Andy Hubert

Personal information
- Full name: Andeas Hubert
- Date of birth: 29 December 1990 (age 35)
- Place of birth: Bonn, Germany
- Height: 1.88 m (6 ft 2 in)
- Position: Goalkeeper

Team information
- Current team: Bonner SC II (player) Bonner SC II (gk coach) Bonner SC (gk coach)
- Number: 1

Youth career
- 0000–2007: SV Buschdorf
- 2007–2009: Bayer 04 Leverkusen

Senior career*
- Years: Team / Apps / (Gls)
- 2009–2010: Bonner SC II / 2 / (0)
- 2009–2010: Bonner SC / 25 / (0)
- 2010–2012: 1. FC Saarbrücken / 7 / (0)
- 2012–: Bonner SC / 45 / (0)
- 2012–: Bonner SC II / 67 / (1)

Managerial career
- 2015–2019: Bonner SC (youth gk coach)
- 2019–: Bonner SC II (gk coach)
- 2021–: Bonner SC (gk coach)

= Andy Hubert =

German footballer

Andy Hubert (born 29 December 1990 in Bonn) is a German footballer who plays as a goalkeeper for the reserve team of Bonner SC.

==Career==
Hubert spent two years in the youth set up of Bayer 04 Leverkusen before joining Bonner SC in 2009.

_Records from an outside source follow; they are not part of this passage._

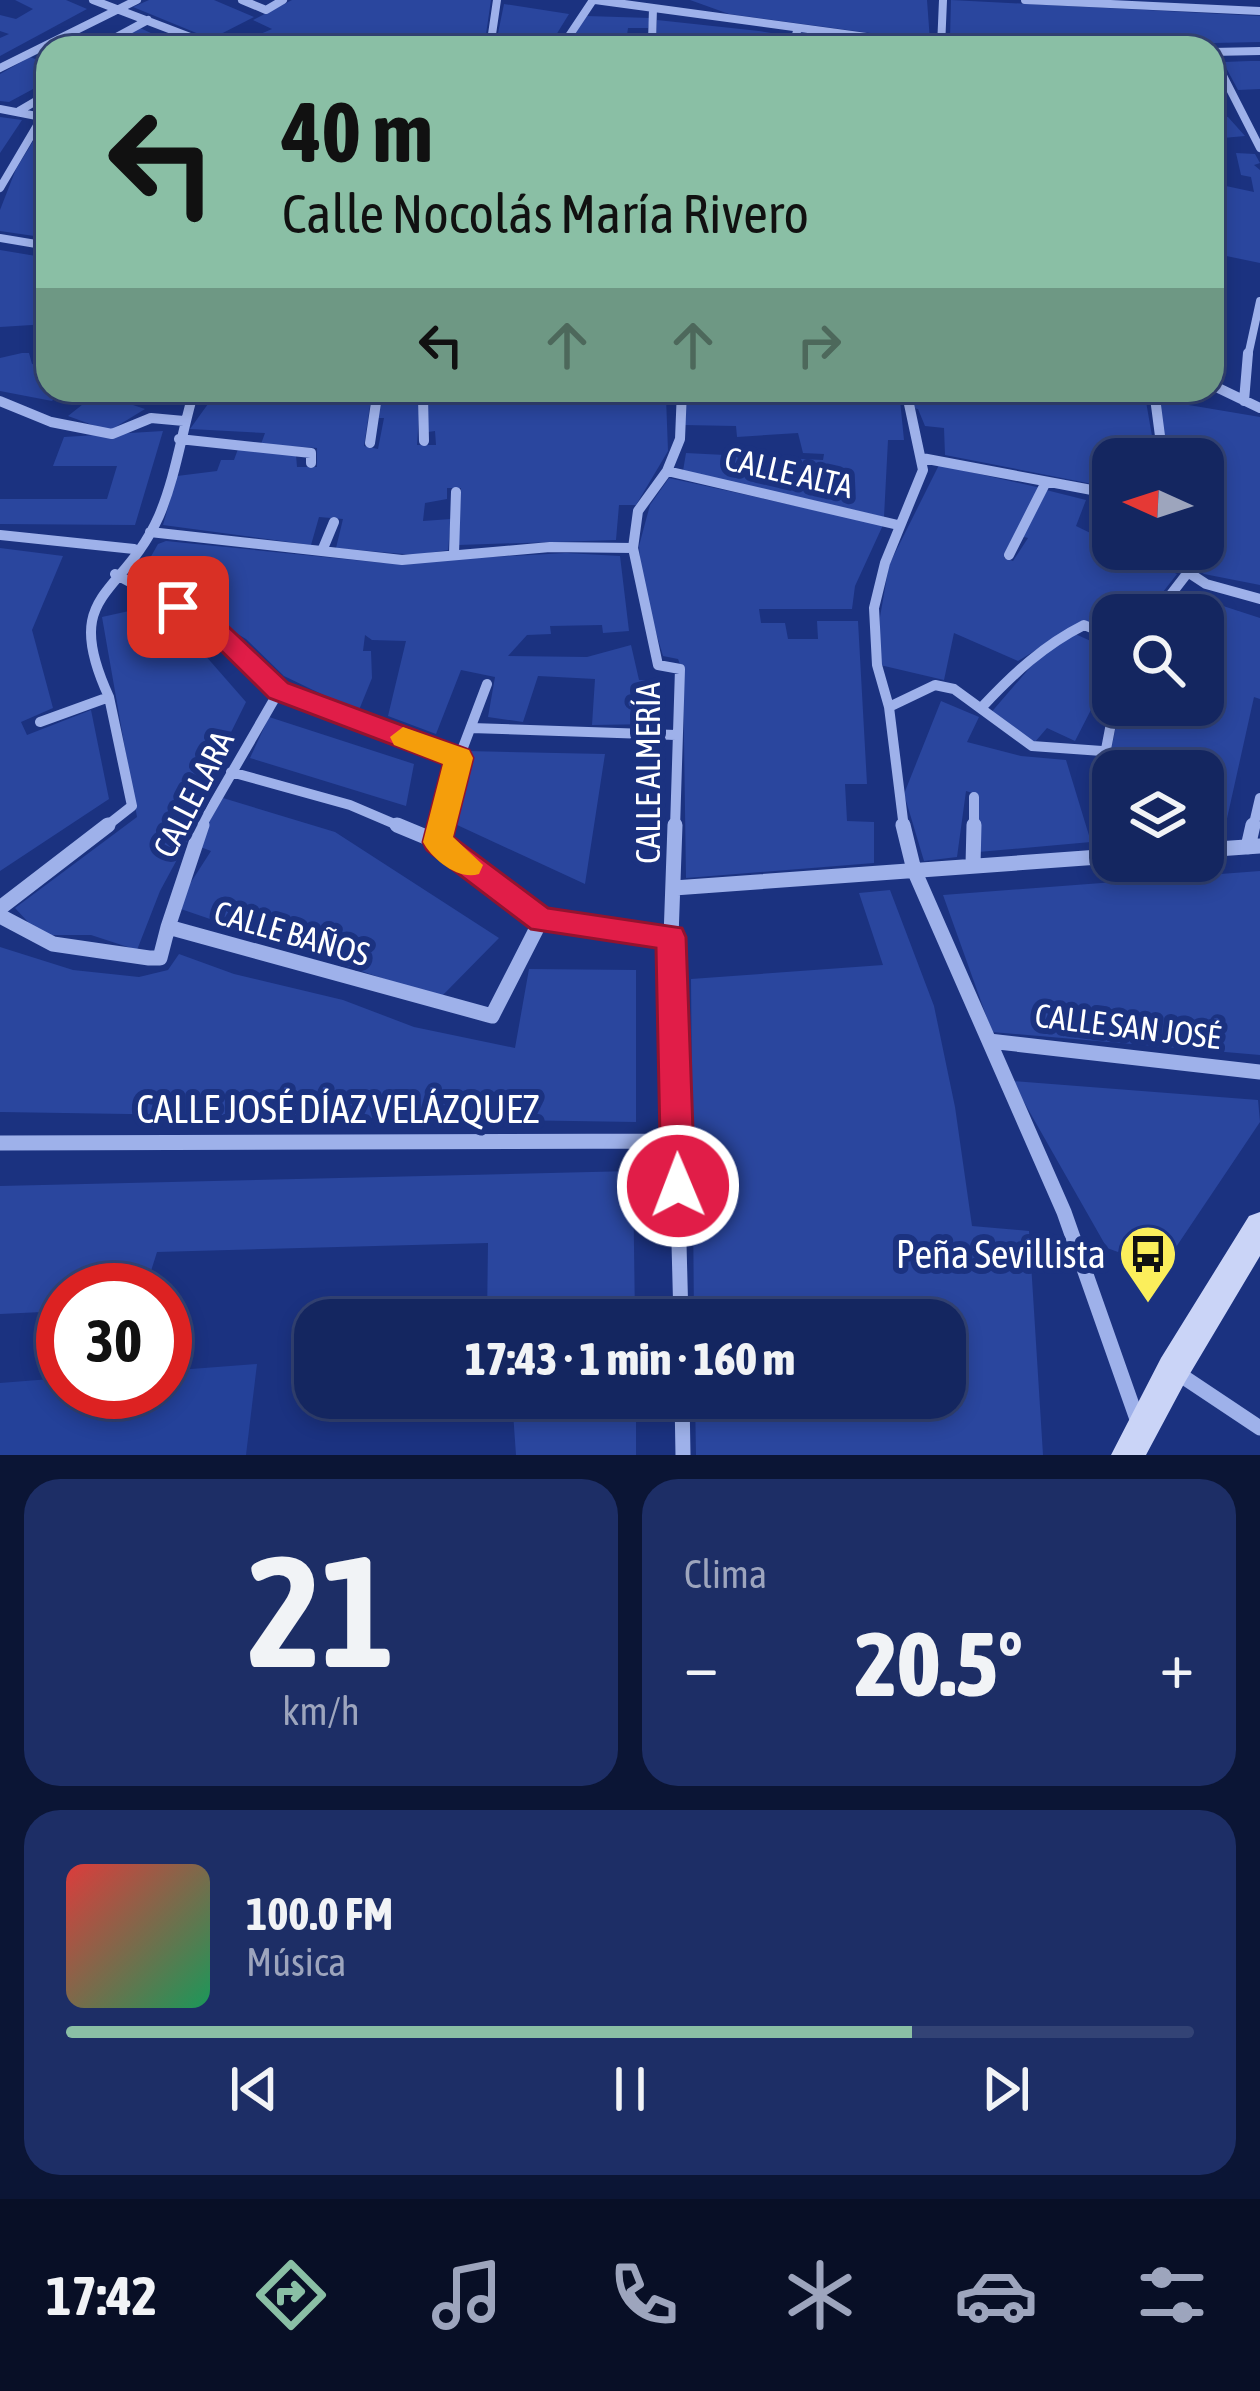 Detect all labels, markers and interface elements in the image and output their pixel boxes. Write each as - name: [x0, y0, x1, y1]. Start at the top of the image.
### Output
- icon: left: [84, 84, 240, 240]
- text: 40 m: [282, 84, 433, 180]
- text: Calle Nocolás María Rivero: [282, 183, 809, 244]
- icon: left: [408, 312, 474, 378]
- icon: ahead: [534, 312, 600, 378]
- icon: ahead: [660, 312, 726, 378]
- icon: right: [786, 312, 852, 378]
- north arrow: [1092, 438, 1224, 570]
- map controls: [1092, 438, 1224, 882]
- street label: CALLE ALTA: [721, 439, 858, 505]
- pin: [127, 556, 229, 658]
- icon: arrive: [145, 574, 211, 640]
- button: search: [1092, 594, 1224, 726]
- street label: CALLE ALMERÍA: [629, 682, 667, 864]
- street label: CALLE LARA: [145, 724, 241, 864]
- button: layers: [1092, 750, 1224, 882]
- street label: CALLE BAÑOS: [210, 893, 374, 973]
- street label: CALLE SAN JOSÉ: [1033, 996, 1223, 1056]
- street label: CALLE JOSÉ DÍAZ VELÁZQUEZ: [136, 1087, 540, 1131]
- position arrow: [615, 1123, 741, 1249]
- bus stop icon: Peña Sevillista: [1117, 1223, 1179, 1305]
- place label: Peña Sevillista: [896, 1232, 1106, 1276]
- speed limit sign: 30: [36, 1263, 192, 1419]
- text: 17:43 · 1 min · 160 m: [465, 1333, 795, 1385]
- text: 21: [248, 1521, 394, 1700]
- text: Clima: [684, 1552, 767, 1596]
- text: 20.5°: [855, 1612, 1023, 1715]
- text: −: [684, 1626, 718, 1702]
- text: +: [1160, 1626, 1194, 1702]
- text: km/h: [282, 1689, 360, 1733]
- text: 100.0 FM: [246, 1888, 393, 1940]
- text: Música: [246, 1940, 346, 1984]
- icon: previous: [221, 2056, 287, 2122]
- icon: pause: [597, 2056, 663, 2122]
- icon: next: [973, 2056, 1039, 2122]
- icon: directions: [249, 2253, 333, 2337]
- icon: music: [425, 2253, 509, 2337]
- icon: phone: [602, 2253, 686, 2337]
- icon: climate: [778, 2253, 862, 2337]
- icon: car: [954, 2253, 1038, 2337]
- icon: filters: [1130, 2253, 1214, 2337]
- text: 17:42: [46, 2265, 157, 2326] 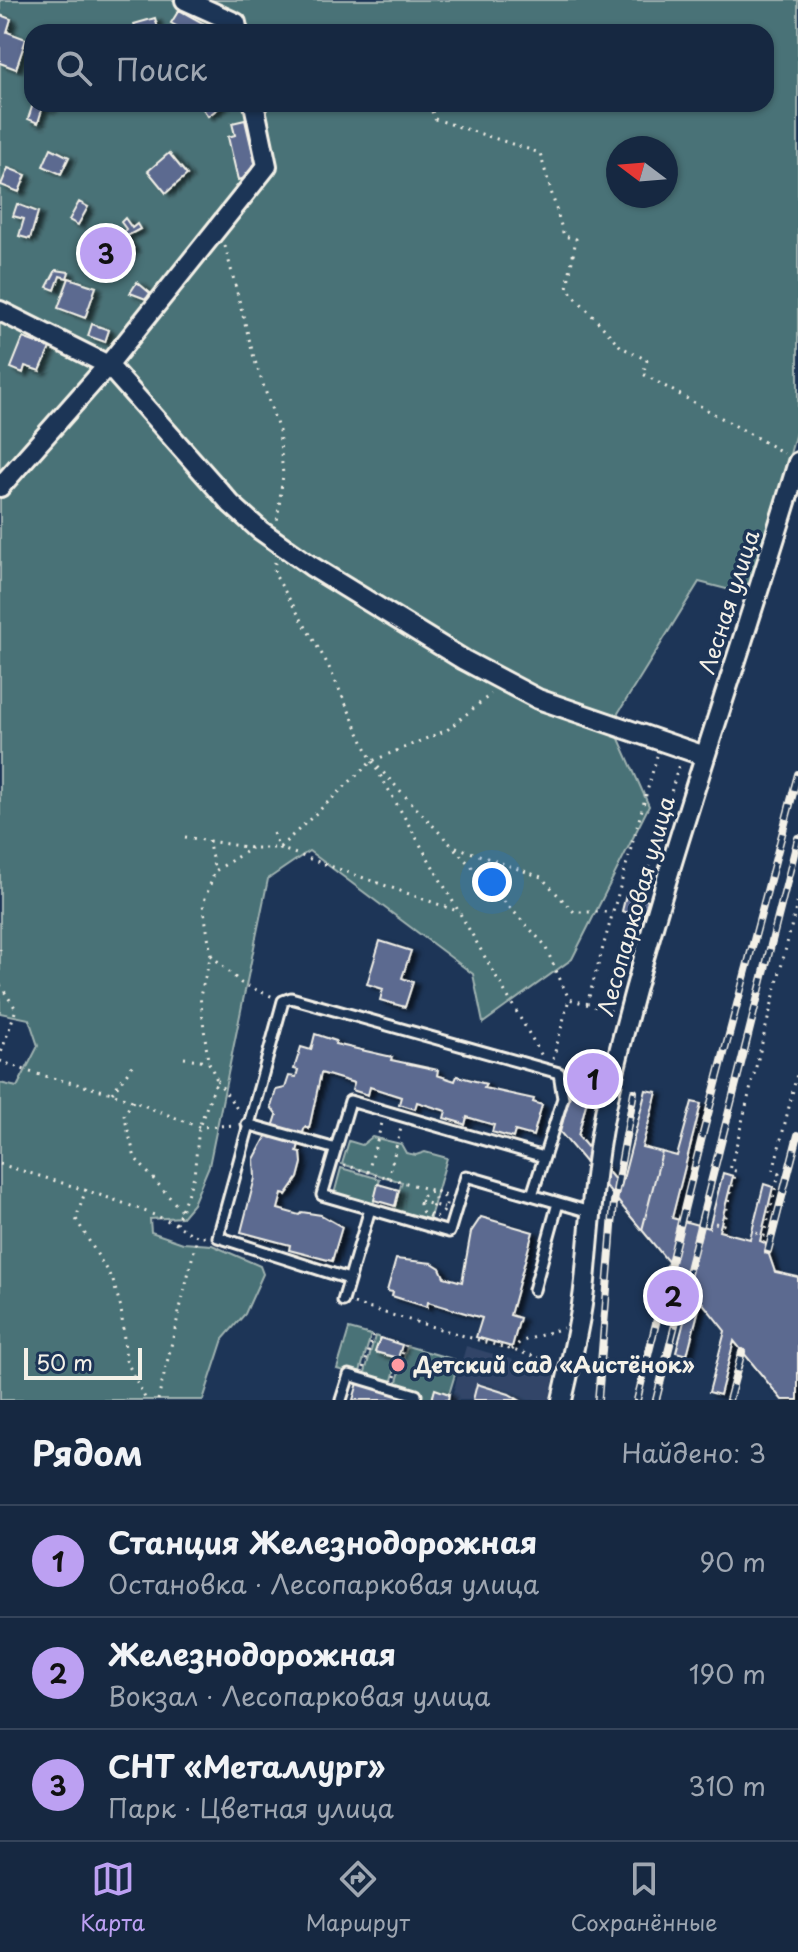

After 25 appearances in his first season, he signed for 3rd Liga side 1. FC Saarbrücken in 2010, and played in the first five matches of the 2010–11 season, owing to an injury to Enver Marina, Saarbrücken's first-choice goalkeeper. After Marina's return to action, Hubert settled into a role as second-choice 'keeper before leaving FCS in 2012 to return to Bonner SC.

Since the 2015-16 season, Hubert worked alongside his playing career in Bonner, also as goalkeeping coach for the club's academy and later on the club's reserve team. As of June 2021, Hubert took on the dual role of playing goalkeeping coach for Bonner's first team in the Mittelrheinliga.